Forces on piping while safety is lifting

[pianoman1]

I'm doing some analysis on a 24" steam line, it has an 8T10 safety mounted on top, side exit perpendicular to the pipe run with a 10" elbow turning vertically up and dumping into a 12" drip pan elbow. I calculated the API 520 Part II thrust force, and was just going to apply the moment created by the force x the offset distance (26") to the 24" pipe. But, do I also need to include the actual -Y-direction force on the pipe? I originally thought the moment was all I needed, but intuitively, since the force is close, it seem like it should be included also. If the force were 20 feet away, It would seem insignificant compared to the moment. Basic statics probably, but it's funny after 30 years how you can lose track of a few fundamentals....

Thanks for any feedback.

 

[zdas04]

I calculated the reactive force at 4250 lbf [18 kN] on this photograph. When I do a force diagram it looks like I would have gotten counter-clockwise rotation without the tail pipe. I think you have to consider every direction.

.

David Simpson, PE
MuleShoe Engineering

In questions of science, the authority of a thousand is not worth the humble reasoning of a single individual. Galileo Galilei, Italian Physicist

 

[SNORGY]

zdas04,

Great photo. Sums things up nicely. Was the vessel connection threaded as well, just to adversely compound the situation, or did it just fail the inlet pipe in torsion at the first elbow?

Of all possible ways to put a PSV on a vessel without supporting the outlet, this has to be the worst, in my opinion. One of our clients spun a 2 x 3 "H" out of a vertical separator this way, much like starting up a WW1 airplane propeller. These are the kind of big-picture things I immediately look for when I see a 3-D model or a layout drawing. Presumably, it's safe to assume this wasn't your design.

My simplistic approach would be to compute the reaction force and apply it (1) back against the PSV outlet flange, and (2) downward across the face of the outlet flange and estimate the corresponding moments, which means both directions should be looked at.

 

[zdas04]

SNORGY,
LOL, no it wasn't my design. A guy in one of my classes got an e-mail during a break and brought that picture to me chuckling, it had just happened and the foreman wanted advice. Before the break was over, a slide with that photo on it was in my class material.

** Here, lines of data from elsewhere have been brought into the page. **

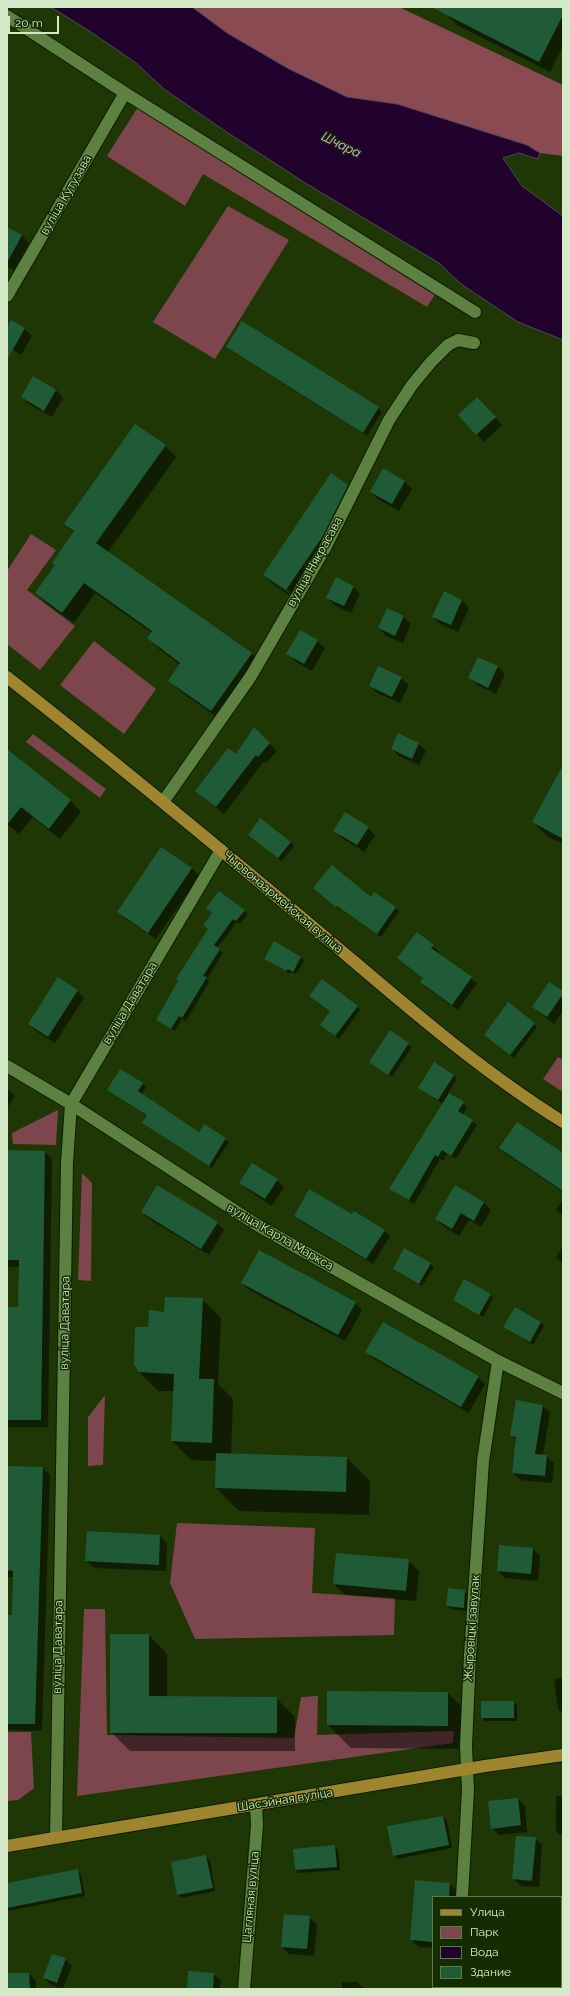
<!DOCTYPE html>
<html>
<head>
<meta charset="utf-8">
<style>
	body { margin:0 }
	#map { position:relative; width:570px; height:1996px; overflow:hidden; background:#1e3705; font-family:Raleway,sans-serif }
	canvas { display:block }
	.frame { position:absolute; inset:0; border:8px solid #d4e9c7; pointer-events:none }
	.legend { position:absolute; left:432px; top:1896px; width:130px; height:92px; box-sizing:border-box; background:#142d00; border:1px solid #617850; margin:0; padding:5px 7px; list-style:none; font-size:12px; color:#d4e9c7 }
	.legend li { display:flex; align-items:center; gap:8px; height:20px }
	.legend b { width:20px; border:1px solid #617850 }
	.scale { position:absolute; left:8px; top:16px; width:51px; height:18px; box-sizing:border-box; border:2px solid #d4e9c7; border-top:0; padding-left:5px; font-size:12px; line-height:14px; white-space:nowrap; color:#d4e9c7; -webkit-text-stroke:3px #142d00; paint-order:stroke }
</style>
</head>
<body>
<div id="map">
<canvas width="570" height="1996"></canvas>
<div class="frame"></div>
<ul class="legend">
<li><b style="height:5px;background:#9f862e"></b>Улица</li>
<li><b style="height:11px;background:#7c464c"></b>Парк</li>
<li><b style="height:11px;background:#20022d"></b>Вода</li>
<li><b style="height:11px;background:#205b37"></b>Здание</li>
</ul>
<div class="scale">20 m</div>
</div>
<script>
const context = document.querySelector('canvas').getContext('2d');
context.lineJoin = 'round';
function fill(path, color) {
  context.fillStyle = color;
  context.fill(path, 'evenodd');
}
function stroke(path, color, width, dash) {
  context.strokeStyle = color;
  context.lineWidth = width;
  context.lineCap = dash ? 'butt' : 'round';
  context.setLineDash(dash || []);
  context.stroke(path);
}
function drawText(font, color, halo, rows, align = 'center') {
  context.font = font + ' Raleway,sans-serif';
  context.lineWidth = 3;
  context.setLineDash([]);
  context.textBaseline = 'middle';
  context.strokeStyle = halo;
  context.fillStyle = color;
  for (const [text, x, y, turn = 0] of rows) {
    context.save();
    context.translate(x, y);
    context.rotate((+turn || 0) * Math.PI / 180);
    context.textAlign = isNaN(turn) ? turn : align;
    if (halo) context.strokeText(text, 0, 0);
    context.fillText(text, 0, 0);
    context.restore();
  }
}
const green = new Path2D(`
	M138 107 436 293 427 307 203 174 185 206 107 156Z
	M228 206 289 240 215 359 153 322Z
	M31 534 56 550 27 590 75 626 40 670 7 644V571Z
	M94 641 156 689 124 734 60 685Z
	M33 734 106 789 100 798 26 742Z
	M558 1057 563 1060V1092L543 1079Z
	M58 1110 56 1145 13 1144 12 1133Z
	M82 1173 92 1183 91 1281 78 1280Z
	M105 1395 103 1465 88 1466V1417Z
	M177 1523 315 1528 312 1593 395 1598 394 1635 195 1639 170 1583Z
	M84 1609H105L107 1735 294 1738 301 1697 318 1696 317 1735 454 1731 453 1743 77 1796Z
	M7 1732H31L34 1788 18 1800 7 1801Z`);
const forest = new Path2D(`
	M192 7H399L563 85V156L540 153 527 145 397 104 347 97 289 69 227 33Z`);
const water = new Path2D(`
	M51 7H192L227 33 289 69 347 97 397 104 527 145 540 153 538 159 519 153 503 158 522 186 563 216V340L518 322 461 284 439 263 307 184 225 131 164 89 136 63 91 32Z`);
const shadow = new Path2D(`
	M450 7H563V46L550 72 457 25 446 14Z
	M7 228 22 236 29 243 14 270 7 266Z
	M12 321 25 329 32 336 21 355 7 346V329Z
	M242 323 378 408 382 412 367 436 230 350 227 346Z
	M56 390 63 398 52 417 29 404 22 397Z
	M484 406 502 425 484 442 459 415Z
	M165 446 176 457 108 552 251 653 262 664 222 721 180 691 169 680 180 665 159 649 148 638 152 633 95 593 74 623 47 604 36 593 56 565 74 533 65 524Z
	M405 482 412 489 399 511 378 499 371 492Z
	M348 485 359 496 333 546 297 600 275 586 264 575ZM275 582 291 592 290 594 275 584Z
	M353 586 360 594 351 613 334 605 327 597Z
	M444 592 462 600 469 608 458 632 440 624 433 617Z
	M388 610 404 617 411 624 403 643 386 636 379 628Z
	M317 641 325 648 312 671 295 661 288 654Z
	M479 658 498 667 505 674 496 694 477 685 470 678Z
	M401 678 409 685 400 703 377 693 370 685Z
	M254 729 277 751 266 763 264 761 224 814 196 791 236 755Z
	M399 735 419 744 426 751 419 765 399 756 392 749Z
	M7 750 71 801 81 812 60 839 33 817 19 834 7 824Z
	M563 767V844L547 836 533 822Z
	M368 828 375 835 364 852 342 838 335 830Z
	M249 835 291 842 294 846 282 861Z
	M192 868 199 876 156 939 126 919 119 912Z
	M317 891 371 898 374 893 399 911 381 937 341 909 340 910Z
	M219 892 248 914 240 924 237 922 217 948 223 953 207 979 209 982 186 1021 182 1019 175 1031 157 1020 209 930Z
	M417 934 433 946 439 952 437 954 477 983 458 1010 427 988 421 982 424 979 398 958Z
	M301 957 304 961 296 974 291 972 290 974 265 959Z
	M77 990 84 998 55 1043 36 1031 29 1024Z
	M563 992V1011L554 1024 533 1007Z
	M357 1006 360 1010 339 1039 321 1025 331 1012Z
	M534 1024 537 1027 514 1058 488 1038Z
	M390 1031 412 1047 392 1077 374 1065Z
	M453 1075 457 1079 448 1093 467 1107 463 1115 477 1125 456 1159 447 1154 443 1161 440 1159 414 1204 391 1189 443 1104 419 1088Z
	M142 1084 146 1087 141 1095 200 1133 205 1126 229 1142 212 1168 147 1126 148 1116 108 1090Z
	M7 1089 15 1096 7 1108Z
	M500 1148 563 1154V1192L505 1153Z
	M7 1151 45 1152 52 1159 48 1427H7V1308H19L20 1267H9L7 1265Z
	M277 1180 284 1187 272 1206 248 1190 240 1182Z
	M455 1186 484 1203 491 1210 481 1227 469 1220 459 1236 443 1226 436 1219Z
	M563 1199V1216L556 1210Z
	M142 1212 217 1223 224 1230 209 1255 149 1219Z
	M352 1215 384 1230 390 1236 373 1264 301 1221 295 1216Z
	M563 1246V1264L556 1257Z
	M430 1264 434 1267 422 1286 394 1269Z
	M242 1283 355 1303 362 1310 345 1341 249 1290Z
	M490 1294 493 1298 483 1317 454 1300Z
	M202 1299 221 1318 218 1384 233 1399 231 1455 347 1458 370 1481 369 1515 239 1511 216 1488 217 1461 191 1460 172 1441 174 1391H158L139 1372 149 1328 165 1313Z
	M541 1322 544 1326 533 1345 504 1327Z
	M366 1352 478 1377 485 1384 469 1413 374 1359Z
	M542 1405 550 1413 543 1455 546 1456 554 1463 552 1483 520 1480 513 1473 516 1441 511 1435Z
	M7 1467 43 1468 50 1475 42 1731 7 1730V1616H13L14 1577H7Z
	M160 1536 167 1543 166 1571 94 1568 86 1560Z
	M500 1546 533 1549 540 1556 538 1581 505 1578 498 1571Z
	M408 1560 419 1571 416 1601 345 1595 334 1584Z
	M464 1591 468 1594 467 1611 451 1609 447 1606Z
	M149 1635 167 1654V1697L276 1698 295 1717V1751H130L111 1732Z
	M563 1678V1712H561L558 1709 554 1679Z
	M448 1693 471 1716V1749L351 1748 328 1725Z
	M514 1702 517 1705V1721H485L482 1717Z
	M556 1796H563V1835H560L556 1832Z
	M518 1799 525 1806 527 1832 499 1835 492 1828Z
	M443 1817 447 1820 452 1848 397 1859 394 1855Z
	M535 1838 542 1845 539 1887 521 1886 513 1878Z
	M335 1846 338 1850 340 1870 299 1873 296 1870 294 1850Z
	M206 1857 210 1860 215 1891 181 1898 178 1894Z
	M77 1870 81 1874 85 1896 7 1911V1884Z
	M416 1881 450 1884 457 1891 456 1897H433V1948L419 1947 411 1940Z
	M309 1917 317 1924 314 1956 289 1954 282 1947Z
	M65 1959 72 1966 63 1989 51 1985 44 1978Z
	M7 1974H29L36 1981V1989H7Z
	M213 1974 221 1981 220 1989H188Z
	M342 1982H357L364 1989H342Z`);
const building = new Path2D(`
	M431 7H563V15L539 62Z
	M7 227 22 235 7 263Z
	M11 320 25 328 7 360V327Z
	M242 321 379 407 363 433 226 347Z
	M33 376 56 390 44 411 21 397Z
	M477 397 496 417 476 435 458 415Z
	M135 424 166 445 96 543 252 653 211 711 168 681 180 663 147 638 152 631 84 583 62 613 35 593 55 565 52 563 74 531 64 524Z
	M383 468 405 481 392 504 370 492Z
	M331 473 348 485 323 536 286 590 263 575Z
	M336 577 354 586 344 606 326 598Z
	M444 591 462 600 451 625 432 617Z
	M387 608 404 616 395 636 378 628Z
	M300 630 318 640 304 664 286 654Z
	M478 657 498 666 488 688 468 678Z
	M378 666 402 677 392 697 369 686Z
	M254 727 270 743 258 757 256 755 216 807 195 791 228 748 236 754Z
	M398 733 419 743 412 759 391 749Z
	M7 749 71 800 49 829 21 807 7 825Z
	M563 765V839L532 822Z
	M345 812 369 827 357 845 333 831Z
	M260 818 291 842 278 858 248 835Z
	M161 847 192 868 148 933 117 912Z
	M332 865 371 897 374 892 396 907 377 934 337 906 336 907 313 888Z
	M219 891 245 910 236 921 233 919 214 945 220 949 203 976 207 977 182 1018 179 1016 171 1029 156 1020 178 981 176 979 208 929 203 925 212 913 206 908Z
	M417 932 434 945 431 948 472 977 452 1005 420 982 423 978 397 958Z
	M274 941 301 957 293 972 288 969 286 971 264 959Z
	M58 977 78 990 48 1037 28 1024Z
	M322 979 358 1006 335 1036 320 1025 330 1011 309 996Z
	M549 982 563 991V994L547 1017 532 1007Z
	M508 1002 535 1023 510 1055 484 1035Z
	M390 1030 409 1043 388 1075 369 1062Z
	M434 1062 454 1075 438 1100 418 1088Z
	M120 1069 143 1083 138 1091 199 1132 204 1124 226 1138 209 1166 142 1123 147 1115 107 1090Z
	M449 1093 464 1102 458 1111 473 1120 451 1156 442 1150 438 1157 435 1155 409 1200 389 1189Z
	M517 1122 563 1153V1191L499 1148Z
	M7 1150 45 1151 41 1420H7V1307H18L19 1260H7Z
	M252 1163 278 1179 265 1199 239 1183Z
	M157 1185 218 1222 201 1249 141 1212Z
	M455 1185 484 1202 474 1221 461 1213 452 1229 435 1219Z
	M309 1189 352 1214 354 1211 385 1230 366 1259 294 1216Z
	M404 1248 431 1263 419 1284 393 1269Z
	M259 1250 356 1302 338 1335 241 1283Z
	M464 1279 491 1294 479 1315 453 1300Z
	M165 1297 203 1298 199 1379H214L212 1443 171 1441 174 1374 139 1372 134 1364 135 1327H148L149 1310 164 1312Z
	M515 1307 541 1322 530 1342 503 1327Z
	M383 1322 479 1376 461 1407 365 1352Z
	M516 1400 543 1405 535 1454 547 1455 545 1476 512 1473 516 1437 510 1436Z
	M216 1453 347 1457 346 1492 215 1488Z
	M7 1466 43 1467 35 1724H7V1615H12L13 1571 7 1570Z
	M87 1531 160 1535 159 1565 85 1561Z
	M499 1545 533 1548 531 1574 497 1571Z
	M336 1553 409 1559 406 1591 333 1584Z
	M448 1588 465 1590 464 1608 446 1606Z
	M110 1634H149V1696L277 1697V1733H110Z
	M327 1691 448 1692V1726L327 1725Z
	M481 1701H514V1718H481Z
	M518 1798 521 1825 491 1829 488 1801Z
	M443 1816 449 1845 393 1856 387 1826Z
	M516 1836 536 1837 532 1881 512 1879Z
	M335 1845 337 1867 295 1870 293 1849Z
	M206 1855 213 1888 177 1895 171 1862Z
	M78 1869 82 1893 7 1908V1883Z
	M415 1880 450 1883 449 1897H433V1942L410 1940Z
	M284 1914 310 1916 307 1949 281 1947Z
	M52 1954 66 1958 57 1983 43 1978Z
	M188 1971 214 1973 213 1989H187Z
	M7 1973H29L30 1989H7Z`);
const minor = new Path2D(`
	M7 16 125 93 475 312
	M7 296 125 93
	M163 802 251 676 325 548 389 420 412 385 431 362 448 345 458 340 474 343
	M7 1066 71 1104 257 1225 498 1361 563 1393
	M56 1837 67 1163 71 1104 221 850
	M462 1897 468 1790 466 1746 470 1655 483 1461 498 1361
	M244 1989 257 1825 256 1806
	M457 1989V1987`);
const major = new Path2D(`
	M7 677C110 758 212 842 312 926 394 995 473 1066 563 1122
	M7 1846 485 1766 563 1755`);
const streetNames = [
	["вуліца Кутузава",66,195,-60],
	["вуліца Някрасава",315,562,-61],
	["Чырвонаармейская вуліца",283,902,40],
	["вуліца Даватара",130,1003,-59],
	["вуліца Карла Маркса",280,1237,30],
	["вуліца Даватара",65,1323,-89],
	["Жыровіцкі завулак",472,1628,-86],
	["вуліца Даватара",58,1647,-89],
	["Шасэйная вуліца",285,1800,-9],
	["Цагляная вуліца",251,1897,-85]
];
const waterNames = [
	["Шчара",341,145,26]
];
fill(green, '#7c464c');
fill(forest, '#8a4a52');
fill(water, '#20022d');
stroke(water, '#56475b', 1);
fill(shadow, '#0007');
fill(building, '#205b37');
stroke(minor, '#0b1d00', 14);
stroke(major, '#0b1d00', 14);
stroke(minor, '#5c8141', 12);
stroke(major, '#9f862e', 12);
drawText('12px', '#d4e9c7', '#142d00', streetNames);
drawText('italic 13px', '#e4b3ff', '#142d00', waterNames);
</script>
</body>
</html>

It is from a company (who necessarily shall remain nameless) that does not allow anything to be threaded anywhere. It looks like all of the deflection was torsional load in the nozzle before the first elbow. The nozzle was Sched 160, and all the flanges are ASME B16.5 Class 600. That tab next to where the PSV used to be had a U-bolt support right under the first flange. It wasn't up to the task.

David Simpson, PE
MuleShoe Engineering

In questions of science, the authority of a thousand is not worth the humble reasoning of a single individual. Galileo Galilei, Italian Physicist

 

[SNORGY]

Me:

I would look at taking that PSV discharge piping back across the top of the vessel with a stanchion down to a good pipe clamp on the overheads line, before turning upwards. Even then, I'd be looking at the resulting axial load on the top nozzle, because that might not be able to take the reaction forces. I can't see a trunnion near the top of the vessel shell to hang the overheads line from, so my idea might be null and void if there is a spring can somewhere at the bottom. Still, in the absence of conveniently located structural steel, I would be looking at directing the downward force through the vertical centreline of the vessel, provided the top nozzle could take it.

 

[XL83NL]

Perhaps making up a free body diagram, based on a one end fixen beam, with the other end being unsupported, can help translating the forces and moments back to the main run/PSV Connection.
On the other end, a pipe stress program can do that for you (and also include dynamic effects, which are more difficult with hand calcs). Nevertheless, its always good to have basic hand calc upfront to verify the results that any software spits out.

 

[pianoman1]

Thank you for the responses. Here's a sketch of the situation. In my stress analysis program I don't have the option to post this as an offset force and let it figure it out, so I need to input both force in the Y-direction and moment. Is it this simple - post the vector forces in the Y and Z directions from the outlet of the elbow and also post the moment in its entirety?

 

[Gator]

After I stopped laughing I thought this was Photoshopped.

 

[pianoman1]

OK, so it's not my best artwork, hastily prepared by a busy guy, you got an intelligent response on the actual content of the question?

 

[Gator]

You took the photo?

 

[zdas04]

LOL, Gator, that I why you should always mention what you are referring to. As I said above I got it from a student in one of my classes.

David Simpson, PE
MuleShoe Engineering

In questions of science, the authority of a thousand is not worth the humble reasoning of a single individual. Galileo Galilei, Italian Physicist

 

[Gator]

It's a nice drawing.

 

[pianoman1]

Now I'm the one laughing, thought Gator was crapping on the sketch. Anyway, I got this figured out, it really is as simple as it looks.

 

[SNORGY]

At least the problem isn't with Z axis vertical.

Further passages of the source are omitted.